The Field Elm cultivar Ulmus minor 'Pendula' was said to have been raised in Belgium in 1863. It was listed as Ulmus sativa pendula by C. de Vos in 1887, and by Boom in 1959 as a cultivar.

Herbarium specimens confirm that more than one field elm clone has been distributed as 'Pendula'. Henry (1913) distinguished "the true var. pendula", with its "dense crown of foliage", from a cultivar Kew called U. glabra Mill. pendula nova, "a common form of [field elm] with drooping branches". The van Houtte nursery of Ghent distributed an U. campestris pendula from the 1880s, as did various English nurseries, while Späth's of Berlin marketed a small-leaved U. campestris suberosa pendula Hort. from the 1890s.

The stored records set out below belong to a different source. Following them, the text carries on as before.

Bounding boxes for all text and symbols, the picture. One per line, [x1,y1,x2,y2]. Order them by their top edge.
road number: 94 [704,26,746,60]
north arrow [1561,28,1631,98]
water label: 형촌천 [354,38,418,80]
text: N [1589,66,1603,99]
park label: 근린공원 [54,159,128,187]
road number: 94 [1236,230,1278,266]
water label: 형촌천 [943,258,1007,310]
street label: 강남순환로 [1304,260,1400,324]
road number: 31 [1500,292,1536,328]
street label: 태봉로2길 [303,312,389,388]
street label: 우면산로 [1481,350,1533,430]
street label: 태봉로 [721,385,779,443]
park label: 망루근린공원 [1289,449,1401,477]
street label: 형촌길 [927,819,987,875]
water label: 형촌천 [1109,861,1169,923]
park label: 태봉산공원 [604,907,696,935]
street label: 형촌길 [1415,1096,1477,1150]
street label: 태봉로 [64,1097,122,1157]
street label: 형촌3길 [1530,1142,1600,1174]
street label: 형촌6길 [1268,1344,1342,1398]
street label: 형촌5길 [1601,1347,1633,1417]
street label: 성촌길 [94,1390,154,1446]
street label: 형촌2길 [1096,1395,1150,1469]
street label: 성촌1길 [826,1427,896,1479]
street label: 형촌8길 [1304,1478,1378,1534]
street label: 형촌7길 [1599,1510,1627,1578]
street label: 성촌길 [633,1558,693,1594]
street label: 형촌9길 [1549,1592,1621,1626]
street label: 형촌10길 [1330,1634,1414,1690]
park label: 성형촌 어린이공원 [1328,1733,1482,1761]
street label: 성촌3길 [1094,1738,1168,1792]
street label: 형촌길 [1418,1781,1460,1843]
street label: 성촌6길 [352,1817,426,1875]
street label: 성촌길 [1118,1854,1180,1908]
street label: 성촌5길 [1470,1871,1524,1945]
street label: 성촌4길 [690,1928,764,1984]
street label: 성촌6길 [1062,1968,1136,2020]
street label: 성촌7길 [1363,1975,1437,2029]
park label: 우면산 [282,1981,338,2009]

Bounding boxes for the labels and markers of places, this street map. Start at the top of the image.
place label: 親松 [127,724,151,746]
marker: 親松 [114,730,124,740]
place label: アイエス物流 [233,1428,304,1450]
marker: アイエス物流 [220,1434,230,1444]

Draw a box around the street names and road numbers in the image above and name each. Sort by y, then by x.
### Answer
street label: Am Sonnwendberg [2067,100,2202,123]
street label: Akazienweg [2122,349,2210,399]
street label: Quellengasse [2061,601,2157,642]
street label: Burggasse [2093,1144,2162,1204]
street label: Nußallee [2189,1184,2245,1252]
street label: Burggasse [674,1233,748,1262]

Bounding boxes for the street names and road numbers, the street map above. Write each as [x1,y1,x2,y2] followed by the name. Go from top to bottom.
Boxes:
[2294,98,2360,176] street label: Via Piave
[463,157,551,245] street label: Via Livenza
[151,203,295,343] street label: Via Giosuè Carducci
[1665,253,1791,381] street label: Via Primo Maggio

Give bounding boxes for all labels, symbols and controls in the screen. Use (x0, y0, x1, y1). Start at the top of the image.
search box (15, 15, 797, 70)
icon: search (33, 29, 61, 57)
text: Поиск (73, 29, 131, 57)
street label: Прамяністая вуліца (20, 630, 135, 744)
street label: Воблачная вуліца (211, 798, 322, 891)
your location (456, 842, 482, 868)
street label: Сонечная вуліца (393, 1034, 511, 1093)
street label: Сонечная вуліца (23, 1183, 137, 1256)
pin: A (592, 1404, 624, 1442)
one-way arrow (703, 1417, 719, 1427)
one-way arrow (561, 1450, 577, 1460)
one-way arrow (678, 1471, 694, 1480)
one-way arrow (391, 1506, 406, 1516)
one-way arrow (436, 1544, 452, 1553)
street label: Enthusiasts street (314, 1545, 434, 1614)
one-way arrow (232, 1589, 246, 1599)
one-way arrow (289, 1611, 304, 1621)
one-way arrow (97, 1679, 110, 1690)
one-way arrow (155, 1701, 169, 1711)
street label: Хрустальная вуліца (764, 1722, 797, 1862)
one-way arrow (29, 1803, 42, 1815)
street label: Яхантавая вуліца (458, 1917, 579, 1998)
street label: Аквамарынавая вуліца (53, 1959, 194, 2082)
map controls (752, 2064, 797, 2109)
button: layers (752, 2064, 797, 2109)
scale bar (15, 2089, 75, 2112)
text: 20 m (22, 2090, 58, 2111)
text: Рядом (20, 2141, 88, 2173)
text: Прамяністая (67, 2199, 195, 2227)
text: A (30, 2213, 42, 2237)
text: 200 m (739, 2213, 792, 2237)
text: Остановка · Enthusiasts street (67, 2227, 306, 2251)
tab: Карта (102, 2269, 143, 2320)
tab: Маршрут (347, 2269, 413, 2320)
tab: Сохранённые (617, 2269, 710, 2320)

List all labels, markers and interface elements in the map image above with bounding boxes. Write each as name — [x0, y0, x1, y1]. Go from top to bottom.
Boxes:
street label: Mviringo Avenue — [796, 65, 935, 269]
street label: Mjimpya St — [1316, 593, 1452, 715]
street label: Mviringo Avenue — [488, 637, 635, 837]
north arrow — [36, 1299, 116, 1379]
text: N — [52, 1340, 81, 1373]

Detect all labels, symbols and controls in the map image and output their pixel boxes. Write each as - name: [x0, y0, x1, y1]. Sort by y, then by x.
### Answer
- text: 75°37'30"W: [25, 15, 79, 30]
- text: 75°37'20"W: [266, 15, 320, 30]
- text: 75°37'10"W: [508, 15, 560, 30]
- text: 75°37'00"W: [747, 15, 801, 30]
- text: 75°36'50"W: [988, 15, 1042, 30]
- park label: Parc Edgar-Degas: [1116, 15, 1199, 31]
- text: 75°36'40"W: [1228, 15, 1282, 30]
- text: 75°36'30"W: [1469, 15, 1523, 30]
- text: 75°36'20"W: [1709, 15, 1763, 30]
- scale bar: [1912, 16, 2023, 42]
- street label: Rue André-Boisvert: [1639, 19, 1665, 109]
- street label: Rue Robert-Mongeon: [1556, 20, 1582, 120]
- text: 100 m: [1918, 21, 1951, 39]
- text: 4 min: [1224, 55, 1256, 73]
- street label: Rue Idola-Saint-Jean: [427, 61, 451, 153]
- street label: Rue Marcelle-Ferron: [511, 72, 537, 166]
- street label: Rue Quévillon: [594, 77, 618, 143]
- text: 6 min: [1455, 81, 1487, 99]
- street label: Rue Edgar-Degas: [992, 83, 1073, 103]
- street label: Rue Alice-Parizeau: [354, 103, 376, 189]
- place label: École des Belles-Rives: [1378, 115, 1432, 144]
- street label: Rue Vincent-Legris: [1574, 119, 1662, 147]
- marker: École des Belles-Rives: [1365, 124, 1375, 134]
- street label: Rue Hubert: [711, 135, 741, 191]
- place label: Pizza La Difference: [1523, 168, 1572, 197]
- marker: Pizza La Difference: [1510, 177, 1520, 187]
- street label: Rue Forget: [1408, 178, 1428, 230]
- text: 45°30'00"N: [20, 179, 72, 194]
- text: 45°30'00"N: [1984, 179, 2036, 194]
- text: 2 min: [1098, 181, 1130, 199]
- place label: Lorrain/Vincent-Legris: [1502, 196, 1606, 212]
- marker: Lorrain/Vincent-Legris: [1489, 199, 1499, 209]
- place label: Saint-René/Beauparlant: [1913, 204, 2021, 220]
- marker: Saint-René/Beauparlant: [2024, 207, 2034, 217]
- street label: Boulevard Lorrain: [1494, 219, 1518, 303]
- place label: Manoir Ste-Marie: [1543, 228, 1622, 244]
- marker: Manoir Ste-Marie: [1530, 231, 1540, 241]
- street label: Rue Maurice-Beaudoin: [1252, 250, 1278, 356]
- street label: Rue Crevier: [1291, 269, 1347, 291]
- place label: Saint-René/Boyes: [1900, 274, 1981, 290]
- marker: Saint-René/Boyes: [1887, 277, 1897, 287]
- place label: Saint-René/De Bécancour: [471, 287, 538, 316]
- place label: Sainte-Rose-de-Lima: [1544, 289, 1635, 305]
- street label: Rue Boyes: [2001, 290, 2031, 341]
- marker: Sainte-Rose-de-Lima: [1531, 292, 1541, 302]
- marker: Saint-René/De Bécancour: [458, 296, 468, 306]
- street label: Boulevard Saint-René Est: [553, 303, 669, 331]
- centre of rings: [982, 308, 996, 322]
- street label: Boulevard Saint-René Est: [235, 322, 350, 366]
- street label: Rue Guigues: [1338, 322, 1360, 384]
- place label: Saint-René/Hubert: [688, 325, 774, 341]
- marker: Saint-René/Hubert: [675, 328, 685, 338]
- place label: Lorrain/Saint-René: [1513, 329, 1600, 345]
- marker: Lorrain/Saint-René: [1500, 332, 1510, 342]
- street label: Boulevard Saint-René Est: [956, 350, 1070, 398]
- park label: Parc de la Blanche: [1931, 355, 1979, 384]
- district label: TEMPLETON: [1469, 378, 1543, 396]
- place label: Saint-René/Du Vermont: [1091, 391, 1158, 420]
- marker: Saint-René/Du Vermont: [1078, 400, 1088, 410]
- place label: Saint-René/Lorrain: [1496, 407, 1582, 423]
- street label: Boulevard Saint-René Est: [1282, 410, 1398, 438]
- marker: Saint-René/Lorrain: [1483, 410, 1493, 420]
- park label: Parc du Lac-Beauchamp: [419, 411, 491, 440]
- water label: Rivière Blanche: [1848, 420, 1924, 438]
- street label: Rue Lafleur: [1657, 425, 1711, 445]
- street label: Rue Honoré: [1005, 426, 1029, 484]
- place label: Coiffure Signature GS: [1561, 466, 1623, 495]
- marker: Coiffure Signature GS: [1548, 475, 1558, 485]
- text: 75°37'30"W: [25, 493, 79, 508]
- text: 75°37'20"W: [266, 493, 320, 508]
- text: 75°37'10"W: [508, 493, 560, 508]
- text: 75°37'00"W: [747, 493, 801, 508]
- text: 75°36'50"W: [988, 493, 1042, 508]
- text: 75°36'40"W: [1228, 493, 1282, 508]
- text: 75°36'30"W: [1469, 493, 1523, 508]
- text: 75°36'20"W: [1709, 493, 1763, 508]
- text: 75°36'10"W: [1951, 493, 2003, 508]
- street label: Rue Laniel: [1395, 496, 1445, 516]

Krüssman (1984) equated U. minor 'Pendula' with an U. campestris wentworthii, confusing it with the hybrid Wentworth Weeping Elm.

== Description ==
The tree has slender pendulous branches, with leaves "smooth and glossy above and strongly glandular beneath, with orange-brown sessile glands". Bean described 'Pendula' as "very vigorous and large-leaved". Green reported that the young twigs are prone to dieback in hard winters.

Henry noted a peculiar feature on outer lower branches of the Kew and Cambridge Botanics specimens – "one or two small supernumerary leaflets at the base of leaves" – a feature of Cambridge and Maastricht herbarium specimens. "Other leaves," he added, "are large and broad, as if composed of two ordinary leaves" and "often cleft from apex to base".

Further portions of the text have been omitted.